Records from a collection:
#####

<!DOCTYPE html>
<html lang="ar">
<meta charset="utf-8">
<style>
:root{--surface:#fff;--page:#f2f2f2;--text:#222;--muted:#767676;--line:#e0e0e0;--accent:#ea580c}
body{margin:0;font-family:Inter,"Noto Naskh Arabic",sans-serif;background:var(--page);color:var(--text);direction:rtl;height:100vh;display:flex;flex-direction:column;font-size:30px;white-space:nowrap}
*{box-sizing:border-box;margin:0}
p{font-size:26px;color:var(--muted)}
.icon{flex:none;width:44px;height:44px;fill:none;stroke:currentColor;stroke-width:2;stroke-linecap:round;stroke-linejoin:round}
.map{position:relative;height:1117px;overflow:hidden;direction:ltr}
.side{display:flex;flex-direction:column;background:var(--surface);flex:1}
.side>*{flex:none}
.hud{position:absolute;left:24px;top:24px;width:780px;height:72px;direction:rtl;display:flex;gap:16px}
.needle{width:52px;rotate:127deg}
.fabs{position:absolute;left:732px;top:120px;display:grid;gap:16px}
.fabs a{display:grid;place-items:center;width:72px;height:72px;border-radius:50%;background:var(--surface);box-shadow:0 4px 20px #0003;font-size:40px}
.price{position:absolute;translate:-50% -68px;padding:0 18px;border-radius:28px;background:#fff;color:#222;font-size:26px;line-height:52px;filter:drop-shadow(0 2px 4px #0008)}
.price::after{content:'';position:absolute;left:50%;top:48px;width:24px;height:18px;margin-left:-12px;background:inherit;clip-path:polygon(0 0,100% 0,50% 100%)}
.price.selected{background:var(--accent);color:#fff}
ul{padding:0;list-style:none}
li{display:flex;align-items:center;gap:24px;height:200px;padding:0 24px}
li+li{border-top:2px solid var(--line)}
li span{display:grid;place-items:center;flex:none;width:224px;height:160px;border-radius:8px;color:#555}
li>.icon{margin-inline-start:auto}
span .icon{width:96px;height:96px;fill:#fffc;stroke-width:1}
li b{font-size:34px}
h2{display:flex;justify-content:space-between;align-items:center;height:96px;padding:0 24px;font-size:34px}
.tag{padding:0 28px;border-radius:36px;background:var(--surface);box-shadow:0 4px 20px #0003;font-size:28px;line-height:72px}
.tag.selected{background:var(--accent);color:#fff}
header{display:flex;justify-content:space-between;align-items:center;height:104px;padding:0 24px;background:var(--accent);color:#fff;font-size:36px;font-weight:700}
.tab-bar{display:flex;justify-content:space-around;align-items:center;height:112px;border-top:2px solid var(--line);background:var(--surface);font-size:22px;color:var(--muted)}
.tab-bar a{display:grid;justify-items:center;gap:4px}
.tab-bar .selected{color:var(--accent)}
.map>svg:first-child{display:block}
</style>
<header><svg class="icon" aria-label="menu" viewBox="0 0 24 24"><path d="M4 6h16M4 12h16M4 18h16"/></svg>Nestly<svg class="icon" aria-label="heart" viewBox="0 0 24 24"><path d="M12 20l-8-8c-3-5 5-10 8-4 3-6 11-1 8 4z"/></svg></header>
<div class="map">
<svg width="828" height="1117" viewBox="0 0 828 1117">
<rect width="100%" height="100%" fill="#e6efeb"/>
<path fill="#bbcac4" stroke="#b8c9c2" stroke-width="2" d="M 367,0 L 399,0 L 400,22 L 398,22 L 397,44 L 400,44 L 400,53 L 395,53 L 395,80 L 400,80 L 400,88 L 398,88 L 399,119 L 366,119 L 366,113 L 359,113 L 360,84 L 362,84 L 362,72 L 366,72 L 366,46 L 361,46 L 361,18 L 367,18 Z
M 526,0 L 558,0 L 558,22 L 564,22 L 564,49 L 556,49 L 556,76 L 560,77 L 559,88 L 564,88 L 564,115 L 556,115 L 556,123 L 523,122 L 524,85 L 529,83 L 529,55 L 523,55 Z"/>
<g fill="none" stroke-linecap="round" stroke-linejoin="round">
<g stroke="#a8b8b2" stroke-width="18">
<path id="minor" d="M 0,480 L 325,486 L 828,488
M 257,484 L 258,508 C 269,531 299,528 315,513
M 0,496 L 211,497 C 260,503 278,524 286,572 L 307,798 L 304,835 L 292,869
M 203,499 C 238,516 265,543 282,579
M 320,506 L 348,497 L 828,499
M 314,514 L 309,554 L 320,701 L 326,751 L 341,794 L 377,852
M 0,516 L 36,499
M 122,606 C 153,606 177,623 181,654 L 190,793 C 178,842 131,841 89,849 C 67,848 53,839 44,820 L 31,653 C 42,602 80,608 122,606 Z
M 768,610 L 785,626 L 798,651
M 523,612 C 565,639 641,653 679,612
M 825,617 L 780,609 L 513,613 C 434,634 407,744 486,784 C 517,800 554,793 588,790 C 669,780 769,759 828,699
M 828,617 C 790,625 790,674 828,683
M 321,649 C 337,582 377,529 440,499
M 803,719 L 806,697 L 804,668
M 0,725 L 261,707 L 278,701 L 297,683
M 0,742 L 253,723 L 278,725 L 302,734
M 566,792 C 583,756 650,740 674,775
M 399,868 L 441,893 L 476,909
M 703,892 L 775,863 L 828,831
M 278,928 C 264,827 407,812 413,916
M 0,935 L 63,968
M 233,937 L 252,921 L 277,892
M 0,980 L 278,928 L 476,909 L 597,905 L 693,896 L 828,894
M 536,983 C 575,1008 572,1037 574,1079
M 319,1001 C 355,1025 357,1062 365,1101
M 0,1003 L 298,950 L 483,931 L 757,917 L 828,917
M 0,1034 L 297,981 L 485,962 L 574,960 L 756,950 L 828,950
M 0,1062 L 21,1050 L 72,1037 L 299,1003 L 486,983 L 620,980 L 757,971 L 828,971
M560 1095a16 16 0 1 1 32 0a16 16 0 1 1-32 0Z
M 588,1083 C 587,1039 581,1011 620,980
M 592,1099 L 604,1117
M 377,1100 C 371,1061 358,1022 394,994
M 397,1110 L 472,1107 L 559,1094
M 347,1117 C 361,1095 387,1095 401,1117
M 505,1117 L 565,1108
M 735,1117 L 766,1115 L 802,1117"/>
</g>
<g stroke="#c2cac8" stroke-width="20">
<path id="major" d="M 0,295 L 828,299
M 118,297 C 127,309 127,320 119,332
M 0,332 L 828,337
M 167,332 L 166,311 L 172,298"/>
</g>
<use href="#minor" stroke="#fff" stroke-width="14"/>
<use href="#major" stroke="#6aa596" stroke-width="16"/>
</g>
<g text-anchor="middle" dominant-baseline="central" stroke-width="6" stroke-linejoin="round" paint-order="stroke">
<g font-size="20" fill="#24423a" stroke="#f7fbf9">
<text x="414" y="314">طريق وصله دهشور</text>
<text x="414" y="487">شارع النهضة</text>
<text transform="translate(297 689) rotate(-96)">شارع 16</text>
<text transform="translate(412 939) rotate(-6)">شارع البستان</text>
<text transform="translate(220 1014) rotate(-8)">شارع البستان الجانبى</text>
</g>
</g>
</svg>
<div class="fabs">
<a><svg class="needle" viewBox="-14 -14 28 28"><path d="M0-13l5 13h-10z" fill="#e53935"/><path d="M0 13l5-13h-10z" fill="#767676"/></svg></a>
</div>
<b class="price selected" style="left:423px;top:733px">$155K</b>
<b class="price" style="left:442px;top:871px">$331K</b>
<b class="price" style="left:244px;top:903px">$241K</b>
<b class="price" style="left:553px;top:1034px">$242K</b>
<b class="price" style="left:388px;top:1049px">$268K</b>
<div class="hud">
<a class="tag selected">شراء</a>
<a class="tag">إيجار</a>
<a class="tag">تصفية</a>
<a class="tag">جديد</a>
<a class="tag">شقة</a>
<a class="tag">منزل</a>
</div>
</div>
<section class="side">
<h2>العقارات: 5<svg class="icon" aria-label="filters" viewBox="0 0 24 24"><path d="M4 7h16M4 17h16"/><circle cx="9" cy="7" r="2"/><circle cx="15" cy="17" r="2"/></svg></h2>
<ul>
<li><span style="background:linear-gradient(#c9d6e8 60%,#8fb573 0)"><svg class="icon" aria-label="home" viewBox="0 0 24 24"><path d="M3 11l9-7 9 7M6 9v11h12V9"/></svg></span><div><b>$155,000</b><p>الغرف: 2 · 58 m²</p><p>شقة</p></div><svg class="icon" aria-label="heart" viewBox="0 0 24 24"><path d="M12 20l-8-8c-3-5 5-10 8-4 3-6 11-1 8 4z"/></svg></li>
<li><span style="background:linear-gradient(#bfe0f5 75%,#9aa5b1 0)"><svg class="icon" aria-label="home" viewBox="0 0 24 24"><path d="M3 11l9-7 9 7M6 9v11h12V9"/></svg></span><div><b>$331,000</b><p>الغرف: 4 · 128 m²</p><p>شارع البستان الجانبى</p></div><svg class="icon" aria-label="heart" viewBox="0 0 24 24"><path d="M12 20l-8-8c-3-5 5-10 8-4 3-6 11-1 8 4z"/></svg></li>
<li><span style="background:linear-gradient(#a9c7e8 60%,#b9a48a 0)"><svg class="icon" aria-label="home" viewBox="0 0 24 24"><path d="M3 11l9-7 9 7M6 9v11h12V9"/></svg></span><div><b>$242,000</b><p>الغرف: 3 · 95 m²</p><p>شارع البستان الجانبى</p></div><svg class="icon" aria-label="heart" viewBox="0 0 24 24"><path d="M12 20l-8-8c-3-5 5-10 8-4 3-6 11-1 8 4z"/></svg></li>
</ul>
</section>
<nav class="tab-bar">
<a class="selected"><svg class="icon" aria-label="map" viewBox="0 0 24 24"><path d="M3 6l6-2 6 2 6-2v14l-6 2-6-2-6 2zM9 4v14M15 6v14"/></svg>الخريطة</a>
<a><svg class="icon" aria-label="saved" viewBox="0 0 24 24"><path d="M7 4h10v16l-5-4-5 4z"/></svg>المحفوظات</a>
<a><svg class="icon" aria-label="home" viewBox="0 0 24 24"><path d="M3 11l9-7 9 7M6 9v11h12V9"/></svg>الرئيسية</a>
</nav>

#####

What is needed is the count of lines in the records that include the word "between", with no other text.

Response to the task: 2